Schneiderman and federal authorities discussed the case during a press conference in Washington on Tuesday and said more actions were coming, although they declined to provide specifics.

"We are looking forward to more cases," Schneiderman said at the U.S. Justice Department's headquarters.

The civil lawsuit against JPMorgan was brought under a powerful New York state law known as the Martin Act, which generally does not require proof of intent, a major stumbling block in most fraud cases.

The statute allows the New York attorney general's office to pursue both criminal and civil cases, although the 2006 and 2007 conduct in the JPMorgan complaint appears to fall outside the statute of limitations of two years for misdemeanors and five for felonies. The civil statute of limitations is six years.

The New York attorney general's office has for years been investigating misdeeds related to the packaging and sale of home loans.
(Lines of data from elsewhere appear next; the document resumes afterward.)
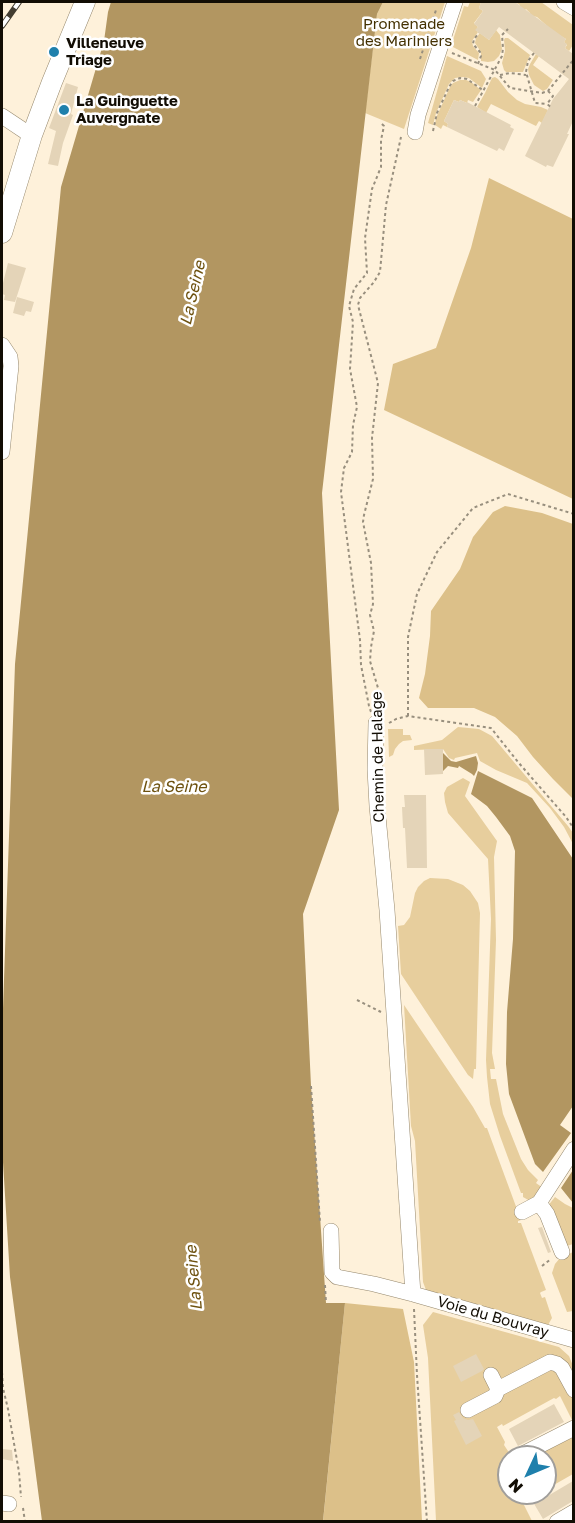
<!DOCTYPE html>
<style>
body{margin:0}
#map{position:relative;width:575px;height:1523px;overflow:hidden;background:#fef1da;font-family:"Golos Text",sans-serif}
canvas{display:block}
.frame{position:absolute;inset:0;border:3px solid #120d04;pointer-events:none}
.north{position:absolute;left:497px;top:1445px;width:60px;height:60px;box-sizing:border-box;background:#fff;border:2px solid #a09e9b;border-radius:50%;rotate:226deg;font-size:16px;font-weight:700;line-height:24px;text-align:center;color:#120d04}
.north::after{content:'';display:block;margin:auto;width:21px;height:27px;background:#1f80ac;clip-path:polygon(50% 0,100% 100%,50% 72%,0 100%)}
</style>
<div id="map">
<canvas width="575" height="1523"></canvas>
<div class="frame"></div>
<div class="north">N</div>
</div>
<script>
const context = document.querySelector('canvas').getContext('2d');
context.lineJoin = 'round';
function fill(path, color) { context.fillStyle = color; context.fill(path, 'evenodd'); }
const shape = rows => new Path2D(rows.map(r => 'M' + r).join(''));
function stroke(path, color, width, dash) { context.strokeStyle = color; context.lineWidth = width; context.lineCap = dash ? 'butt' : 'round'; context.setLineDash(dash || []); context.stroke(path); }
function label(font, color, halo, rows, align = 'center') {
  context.font = font + ' "Golos Text",sans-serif'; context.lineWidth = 5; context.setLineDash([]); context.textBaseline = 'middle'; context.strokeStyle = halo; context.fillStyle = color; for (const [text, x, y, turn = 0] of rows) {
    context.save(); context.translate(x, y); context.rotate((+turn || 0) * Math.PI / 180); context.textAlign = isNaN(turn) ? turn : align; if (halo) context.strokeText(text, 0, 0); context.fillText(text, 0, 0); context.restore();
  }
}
fill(shape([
 [383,2,445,2,404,129,365,113,377,14],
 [470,2,481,2,479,8,483,11,474,23,478,27,476,30,478,32,472,41,473,46,479,53,478,60,451,46,464,6,468,7],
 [515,2,541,2,573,25,573,45,569,51,565,48,567,45,564,42,566,39,545,27,546,25,537,17,528,15,530,13,526,9,523,12,518,8,520,5],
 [496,30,500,35,502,49,499,56,494,61,488,62,481,61,481,52,475,43,476,38,480,33,489,40],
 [505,38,508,38,530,55,523,72,506,72,504,70,502,63,505,51,504,40],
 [536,54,539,56,533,65,553,80,547,89,543,91,534,85,529,75,528,69,530,64],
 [447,56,481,71,486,79,482,88,469,78,463,77,455,78,449,84,436,113,433,125,428,123],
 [495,77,498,79,508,92,517,100,525,104,541,107,548,110,542,123,539,121,536,126,491,104,486,113,477,107,485,93,492,78],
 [460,80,466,80,471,82,481,90,473,102,468,100,467,103,460,100,459,102,454,100,444,121,448,124,447,127,443,125,441,129,435,125,436,118,450,87,453,83],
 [458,727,479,729,492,736,568,826,573,833,573,844,564,827,550,808,527,783,496,770,480,761,477,753,455,758,454,760,449,758,443,749,414,750,414,746,442,740],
 [388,729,403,729,403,735,410,735,412,740,403,741,399,744,395,749,393,755,389,757],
 [463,778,470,782,465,796,497,841,494,857,496,940,492,1053,495,1069,490,1069,491,1079,496,1079,503,1114,521,1159,528,1170,538,1180,536,1183,543,1188,534,1199,530,1201,523,1197,523,1193,521,1193,500,1136,490,1104,487,1077,486,1060,491,919,488,859,448,813,445,802,444,793,447,787],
 [430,878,448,879,463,885,470,891,478,903,480,913,476,1069,474,1069,473,1079,468,1075,401,974,398,926,404,925,410,917,415,893,418,887,424,881],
 [404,1005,473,1107,485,1128,487,1128,521,1220,518,1221,518,1223,521,1223,546,1290,541,1292,540,1293,542,1298,545,1297,552,1318,548,1325,426,1290,423,1282,415,1141,411,1126],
 [555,1197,565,1204,573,1208,573,1244,567,1246,547,1207],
 [573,1252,573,1311,567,1312,552,1273,555,1264,560,1258],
 [433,1312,559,1347,569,1356,573,1366,573,1422,560,1396,556,1399,554,1398,503,1426,502,1424,497,1427,505,1442,504,1445,512,1457,509,1457,509,1493,540,1493,523,1503,532,1521,436,1521,428,1358,423,1325],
 [573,1434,573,1474,545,1490,545,1457,533,1457]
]), '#e7ce9d');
fill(shape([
 [489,178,573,219,573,499,384,410,393,364,436,348,471,248],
 [505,506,542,513,573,524,573,799,553,779,533,757,517,736,495,717,474,708,428,708,419,698,425,674,430,636,431,611,460,569,473,537,493,512],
 [345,1303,403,1309,414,1362,422,1521,323,1522]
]), '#dcc089');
fill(shape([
 [111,2,383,2,377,14,322,493,339,810,303,914,311,1086,326,1303,345,1303,323,1521,42,1521,10,1277,2,1146,2,1037,15,664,61,187,104,41,108,12],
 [443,753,451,761,456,762,476,756,478,763,477,770,474,776,472,774,459,766,458,768,448,766,443,771],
 [478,771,532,798,573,859,573,1106,560,1125,571,1133,543,1172,535,1164,509,1094,506,1064,507,1012,513,939,515,851,510,836,496,817,487,806,471,794],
 [573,1170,573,1203,561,1188]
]), '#b29661');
fill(shape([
 [481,2,515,2,566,39,564,42,567,44,565,48,573,54,573,121,567,134,569,134,553,167,547,165,546,167,525,156,553,99,569,79,499,27,489,40,475,30,478,27,474,24,483,11,479,8],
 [66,83,78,87,71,114,73,115,63,143,58,166,48,164,56,131,49,128],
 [454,100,459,102,460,100,467,103,467,102,511,125,510,127,514,129,504,151,499,148,497,151,447,127,448,124,444,121],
 [8,263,26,268,15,302,4,300,5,295,2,294,2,287],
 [17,297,34,302,31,312,26,311,24,316,13,313],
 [424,749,443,749,443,774,425,775],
 [404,795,426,795,427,868,407,868,405,828,403,828,402,807,405,807],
 [542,1227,551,1252,548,1253,538,1228],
 [476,1354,484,1369,482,1371,461,1382,453,1366],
 [554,1404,564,1422,518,1446,509,1429],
 [459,1412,463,1418,468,1420,473,1419,482,1436,466,1445,454,1421,456,1420,453,1415],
 [2,1449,12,1450,13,1461,2,1459],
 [573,1481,573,1501,543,1519,533,1502,545,1495,546,1497]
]), '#e4d4b8');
const minor = shape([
 [564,2,574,8],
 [2,116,26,132,32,135],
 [415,132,418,115,455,2],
 [2,345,10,357,11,366,2,452],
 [376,723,375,769,377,806,387,910,413,1294],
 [539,1203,547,1214,562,1252],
 [522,1212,539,1203,574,1149],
 [331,1231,332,1272,337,1277,374,1284,413,1294,574,1340],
 [491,1375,498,1389],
 [468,1410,495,1396,498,1389,550,1362,557,1364,562,1368,574,1390],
 [521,1455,574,1428],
 [2,1503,9,1504],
 [557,1522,574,1512]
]);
const major = shape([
 [2,233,32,135,52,82,85,2]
]);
stroke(minor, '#95876c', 16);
stroke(major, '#95876c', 21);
stroke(shape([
 [452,53,495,70,510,88,542,93,548,91,574,59],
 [534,53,528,61,526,72,535,103,547,104],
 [420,59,436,10],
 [478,64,481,56,480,52,473,44,474,39,479,33],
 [500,75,510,73,526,75],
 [548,91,553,96,547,104,552,108],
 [475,106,502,56,503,48,502,35,508,29],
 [433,131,437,113,449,87,453,81,460,78,467,79,484,91],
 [375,711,375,701,378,688,370,661,371,647,374,631,370,615,373,604,371,563,363,522,364,515,373,479,372,438,378,383,358,305,360,298,374,282,380,272,386,205,401,137],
 [371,712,369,706,361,665,360,640,341,492,344,468,352,452,353,425,357,407,350,369,353,322,349,306,354,289,367,273,365,238,372,189,381,167,381,140,384,126,381,123],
 [408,716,408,637,417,594,437,552,473,508,508,494,574,514],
 [389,723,396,719,408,716,491,728,518,762,566,817,574,829],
 [357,1000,381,1012],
 [311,1086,320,1222],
 [542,1266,551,1259],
 [325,1285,326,1303],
 [414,1309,417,1375,427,1522],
 [2,1312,2,1313],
 [2,1372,3,1388,8,1409,19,1472,21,1497],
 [23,1508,25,1522]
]), '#988f7e', 2, [3, 3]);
stroke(minor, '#fff', 15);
stroke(major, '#fff', 20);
const rail = shape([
 [2,26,19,2]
]);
stroke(rail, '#433d31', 6);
stroke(rail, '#fff', 4, [11]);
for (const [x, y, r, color] of [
 [54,52,6,"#1f80ac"],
 [64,110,6,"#1f80ac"]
]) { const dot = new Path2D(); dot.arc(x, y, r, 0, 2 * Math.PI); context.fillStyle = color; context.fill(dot); stroke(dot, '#fff', 2); }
label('15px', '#433001', '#fff', [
 ["Promenade",404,24],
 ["des Mariniers",404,41]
]);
label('bold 15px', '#120d04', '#fff', [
 ["Villeneuve",66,43],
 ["Triage",66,60],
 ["La Guinguette",76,101],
 ["Auvergnate",76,118]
], 'left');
label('15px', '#120d04', '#fff', [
 ["Chemin de Halage",378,757,-91],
 ["Voie du Bouvray",493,1317,16]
]);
label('italic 16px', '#6e5210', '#fff', [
 ["La Seine",193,293,-77],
 ["La Seine",174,787],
 ["La Seine",194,1278,-95]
]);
</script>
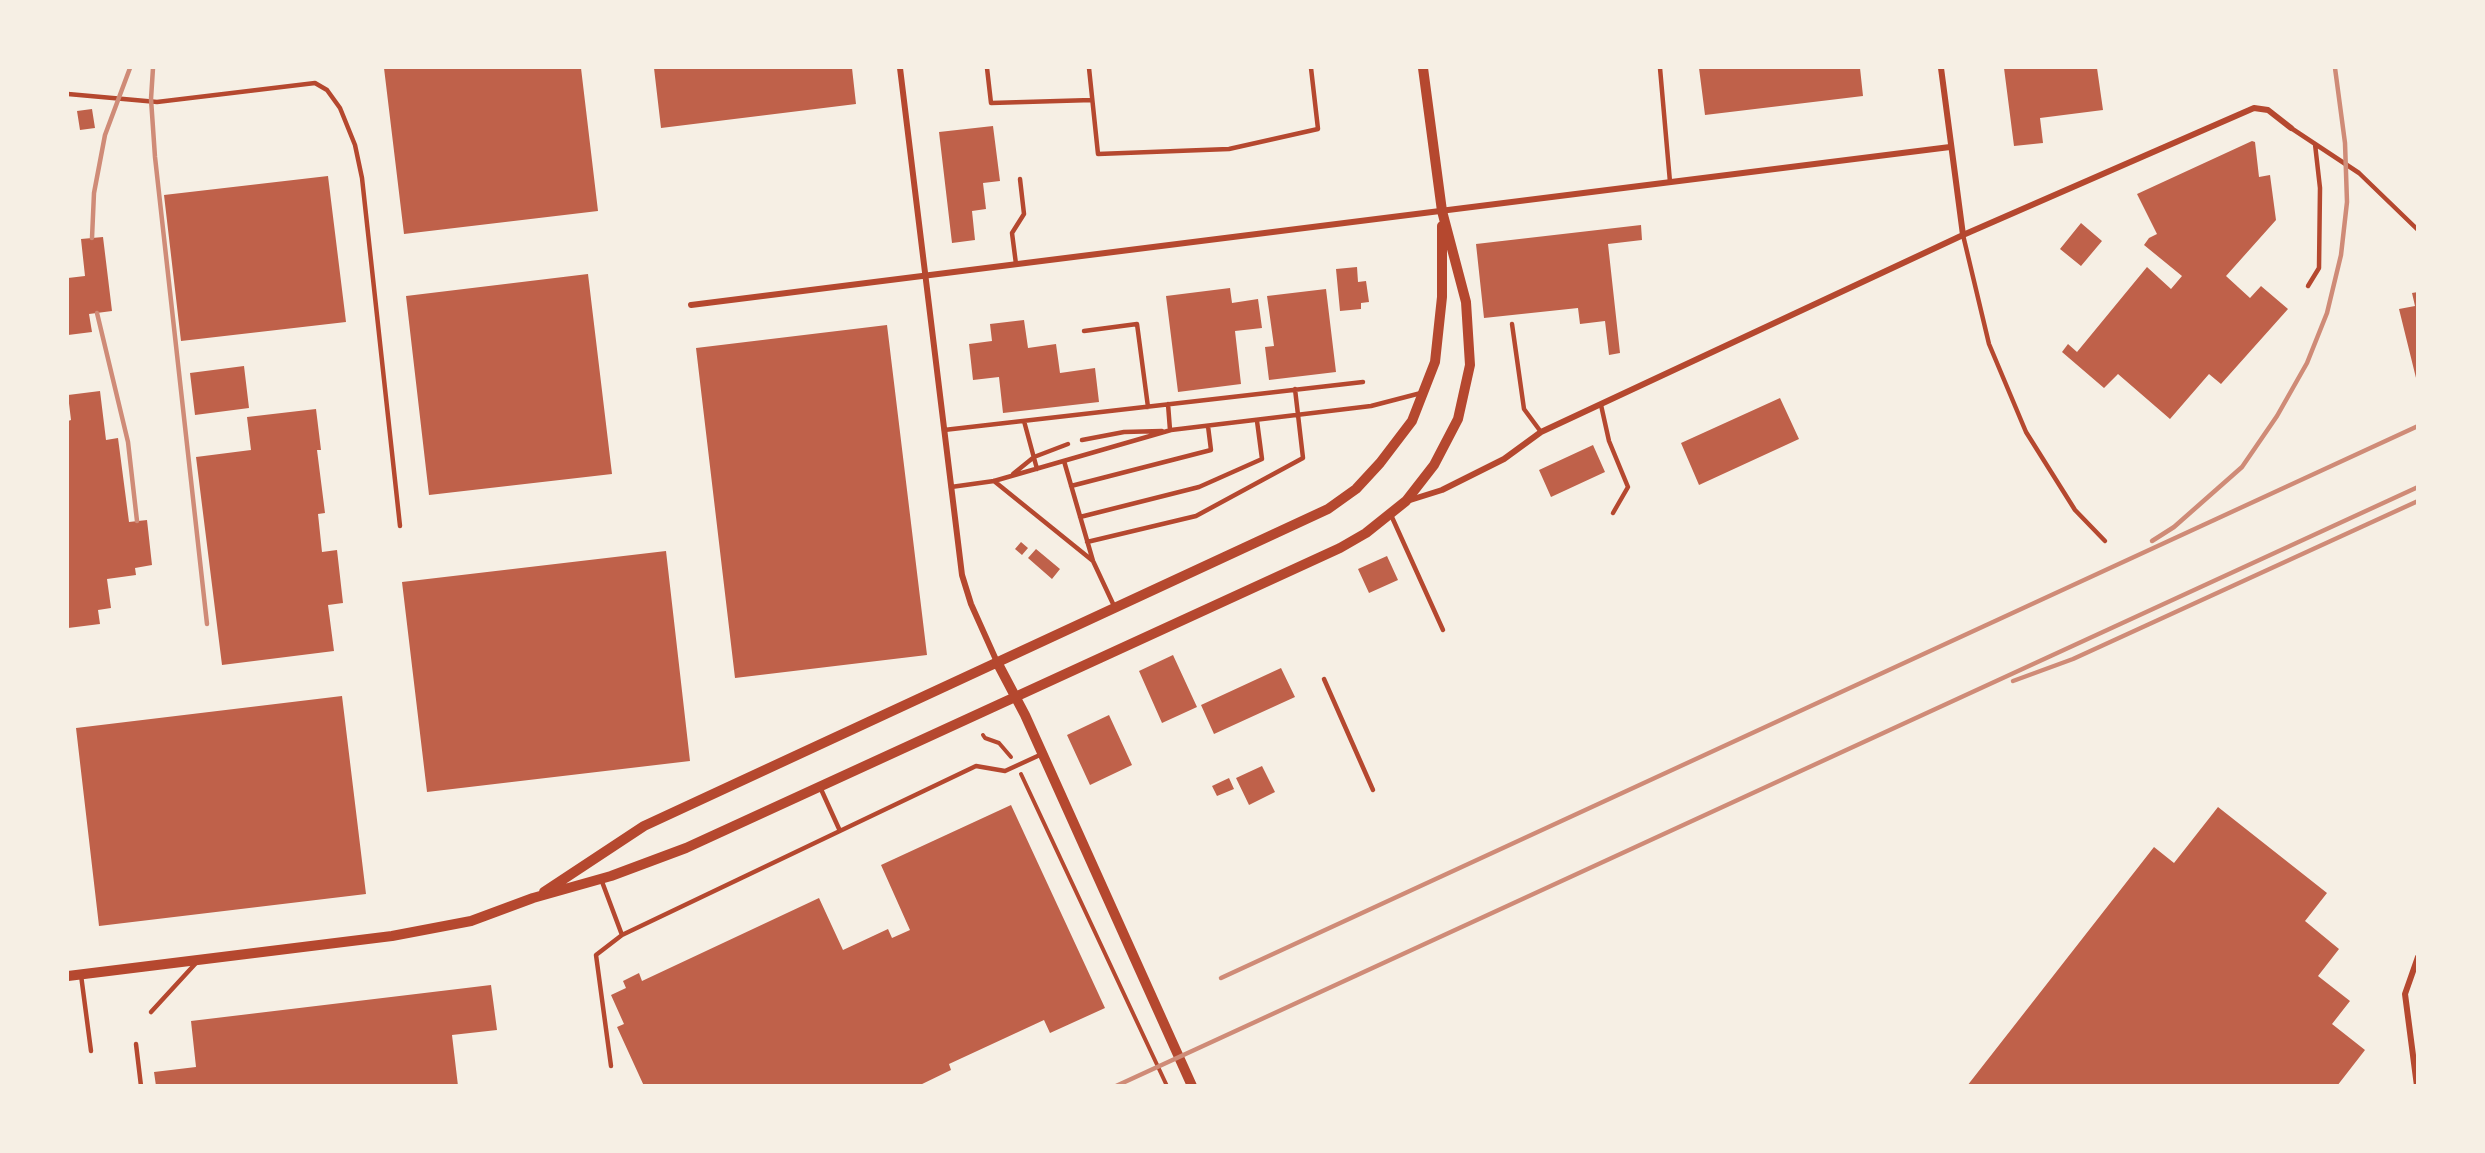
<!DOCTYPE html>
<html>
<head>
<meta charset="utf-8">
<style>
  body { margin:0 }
  #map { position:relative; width:2485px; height:1153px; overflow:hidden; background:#f6efe4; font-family:"Work Sans",sans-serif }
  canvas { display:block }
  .frame { position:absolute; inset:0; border:69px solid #f6efe4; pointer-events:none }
</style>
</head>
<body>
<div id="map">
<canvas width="2485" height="1153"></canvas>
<div class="frame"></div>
</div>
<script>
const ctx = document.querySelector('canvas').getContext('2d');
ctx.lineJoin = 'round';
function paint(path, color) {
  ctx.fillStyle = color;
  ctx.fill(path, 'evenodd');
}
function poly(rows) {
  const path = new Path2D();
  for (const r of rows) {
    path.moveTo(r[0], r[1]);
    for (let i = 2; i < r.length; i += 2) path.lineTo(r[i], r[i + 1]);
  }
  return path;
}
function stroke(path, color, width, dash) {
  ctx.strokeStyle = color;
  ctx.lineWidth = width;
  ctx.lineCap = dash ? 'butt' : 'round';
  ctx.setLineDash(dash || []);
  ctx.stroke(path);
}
paint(poly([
  [384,68,581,68,598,211,404,234],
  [654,68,852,68,856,104,661,128],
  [1699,68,1860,68,1863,96,1705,115],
  [2004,68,2097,68,2103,110,2040,118,2043,143,2014,146],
  [92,109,95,128,80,130,77,111],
  [993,126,1000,181,983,183,986,209,972,211,975,240,952,243,939,132],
  [2252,141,2255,142,2259,177,2270,175,2276,220,2226,276,2250,298,2261,286,2288,309,2221,384,2209,374,2170,419,2118,374,2104,388,2062,352,2068,344,2077,352,2147,267,2171,289,2182,276,2144,245,2149,238,2157,234,2137,194],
  [328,176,346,322,181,341,164,195],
  [2081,223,2102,241,2081,266,2060,249],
  [1641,225,1642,240,1608,244,1620,353,1609,355,1605,321,1580,324,1578,308,1484,318,1476,244],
  [103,237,112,311,89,314,92,332,68,335,68,278,85,276,81,239],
  [1357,267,1358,282,1366,281,1369,302,1361,303,1361,309,1340,311,1336,269],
  [588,274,612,474,429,495,406,296],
  [1230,288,1232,303,1258,299,1262,328,1235,331,1241,384,1178,392,1166,296],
  [1326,289,1336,372,1269,380,1265,347,1274,346,1267,296],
  [2418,292,2418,382,2417,382,2399,309,2415,306,2412,293],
  [1024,320,1028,348,1056,344,1060,373,1095,368,1099,402,1003,413,999,377,973,380,969,344,992,341,990,324],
  [887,325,927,655,735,678,696,348],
  [244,366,249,408,195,415,190,373],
  [100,391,106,440,118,438,129,522,147,520,152,565,135,568,136,575,107,579,111,608,98,610,100,624,68,628,68,421,71,420,68,395],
  [1780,398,1799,439,1699,485,1681,443],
  [316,409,321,450,317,450,325,513,318,514,322,552,337,550,343,603,328,605,334,651,222,665,196,457,251,450,247,417],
  [1593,445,1605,472,1551,497,1539,470],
  [1021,542,1028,548,1022,555,1015,549],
  [1036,549,1060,569,1052,579,1028,558],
  [666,551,690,761,427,792,402,582],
  [1387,556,1398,580,1369,593,1358,569],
  [1173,655,1197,707,1162,723,1139,671],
  [1281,668,1295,697,1214,734,1201,705],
  [342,696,366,894,99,926,76,728],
  [1109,715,1132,765,1090,785,1067,735],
  [1262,766,1275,792,1249,805,1236,778],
  [1229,778,1234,789,1217,796,1212,786],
  [1011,805,1105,1008,1050,1033,1044,1020,949,1064,951,1070,918,1086,644,1086,617,1027,624,1024,611,995,626,988,623,981,639,973,642,981,819,898,843,950,888,929,892,938,910,930,881,865],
  [2218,807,2327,893,2305,921,2339,949,2318,976,2350,1001,2332,1024,2365,1050,2337,1086,1967,1086,2154,847,2174,863],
  [491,985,497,1030,452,1035,458,1086,156,1086,154,1072,196,1067,191,1021]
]), '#bf614a');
stroke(poly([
  [983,735,985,738,999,743,1011,757],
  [1021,774,1167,1086]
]), '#b5482f', 4);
stroke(poly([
  [987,68,991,103,1092,100],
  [1089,68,1098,154,1229,149,1318,129,1311,68],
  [1660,68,1670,182],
  [68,94,157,102,315,83,327,90,340,108,355,145,362,178,400,526],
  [2291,128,2359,173,2418,230],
  [1963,235,1989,344,2026,432,2075,510,2105,541],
  [1016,264,1012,233,1024,214,1020,179],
  [2308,286,2319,268,2320,188,2315,144],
  [1512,324,1524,409,1541,432],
  [1084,331,1137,324,1148,407],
  [1168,404,1170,430],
  [1601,405,1609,441,1628,487,1613,513],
  [1024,421,1037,469],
  [944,430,1363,382],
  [1082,440,1124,432,1162,431],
  [1064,461,1093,561,1115,608],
  [1013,474,1034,457,1068,444],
  [994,481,1093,561],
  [1071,486,1211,450,1208,426],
  [951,487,994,481,1171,430,1371,406,1421,393],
  [1391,515,1443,630],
  [1080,517,1199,487,1262,459,1257,421],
  [1087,542,1196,516,1303,458,1295,389],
  [1324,679,1373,790],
  [820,787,840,831],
  [601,879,622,935],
  [81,975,91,1051],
  [151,1012,196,963],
  [136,1044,141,1086],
  [611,1066,596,955,622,935,976,766,1005,771,1042,754]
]), '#b5482f', 4.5);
stroke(poly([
  [900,68,962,575,971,604,997,662],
  [1941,68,1963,235],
  [691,305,1950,147],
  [1407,501,1442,490,1504,459,1541,432,1963,235,2254,108,2268,110,2291,128],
  [2417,1086,2405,994,2418,957]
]), '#b5482f', 6);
stroke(poly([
  [997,662,1025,715,1192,1086],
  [544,892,644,826,1328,509,1356,489,1380,463,1412,421,1435,362,1442,297,1442,226],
  [68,976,392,936,471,921,533,898,611,876,686,848,1340,548,1366,533,1406,501,1434,465,1458,419,1470,365,1466,302,1442,211,1423,68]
]), '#b5482f', 10);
stroke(poly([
  [153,68,151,99,155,157,207,624],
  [92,238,94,193,105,135,130,68],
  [97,313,128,442,137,521],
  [2152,541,2174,527,2242,467,2277,416,2307,363,2327,313,2341,255,2347,202,2345,143,2335,68],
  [2013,681,2073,659,2418,501],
  [1221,978,2418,426],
  [1116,1086,2418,487]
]), '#cf8b77', 4.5);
</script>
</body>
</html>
In 2008, Schneiderman's predecessor, Andrew Cuomo, sent subpoenas to a handful of banks, including Bear Stearns, Deutsche Bank AG, Morgan Stanley, Merrill Lynch & Co. and others, according to news reports at the time.

Earlier this year, the U.S. Justice Department also issued more than a dozen civil subpoenas to top banks on the issue.

The announcement comes weeks before the presidential election, but the Justice Department said there was no political connection on the timing of the case.

"When cases are mature and ready to be brought, we bring them," said acting Associate Attorney General Tony West.

President Barack Obama, who is trying to show he is helping the nation move past the devastating housing crisis and resulting recession, announced the task force in his January State of the Union speech. At the time, he said the group would "help turn the page on an era of recklessness that hurt so many Americans."

The working group includes the Justice Department, the U.S. Department of Housing and Urban Development, the Securities and Exchange Commission, the New York Attorney General's office and other agencies.

In forming the group, officials said it was designed to avoid duplicating efforts and collaborate on specific cases to bring actions more quickly.


When JPMorgan purchased Bear Stearns, the investment bank's instability was threatening the larger financial system. The Federal Reserve and Treasury were desperate to find a buyer who could take on its toxic assets and help calm markets.

Bear Stearns was the No. 1 U.S. underwriter of residential mortgage-back securities in 2005, 2006 and 2007, Thomson Reuters league tables show.

The officials in the working group defended the decision to go after JPMorgan in their first lawsuit, even though the federal government encouraged and was heavily involved in the investment bank's purchase of Bear Stearns.

"The liability traveled with the company, so it would be far worse for us to send the message that this kind of fraud is to be tolerated," Schneiderman said. "No one is above the law."

It was unclear how strong a legal defense JPMorgan will have, said John Coffee, director of Columbia University Law School's Center on Corporate Governance, who noted that JPMorgan acquired Bear Stearns through "an arranged marriage."

"Morally it's not JPMorgan's responsibility but there were losses and the public wants the historical record set right," Coffee said. "They took the bitter with the sweet when they accepted a major package of federal financing to complete the deal."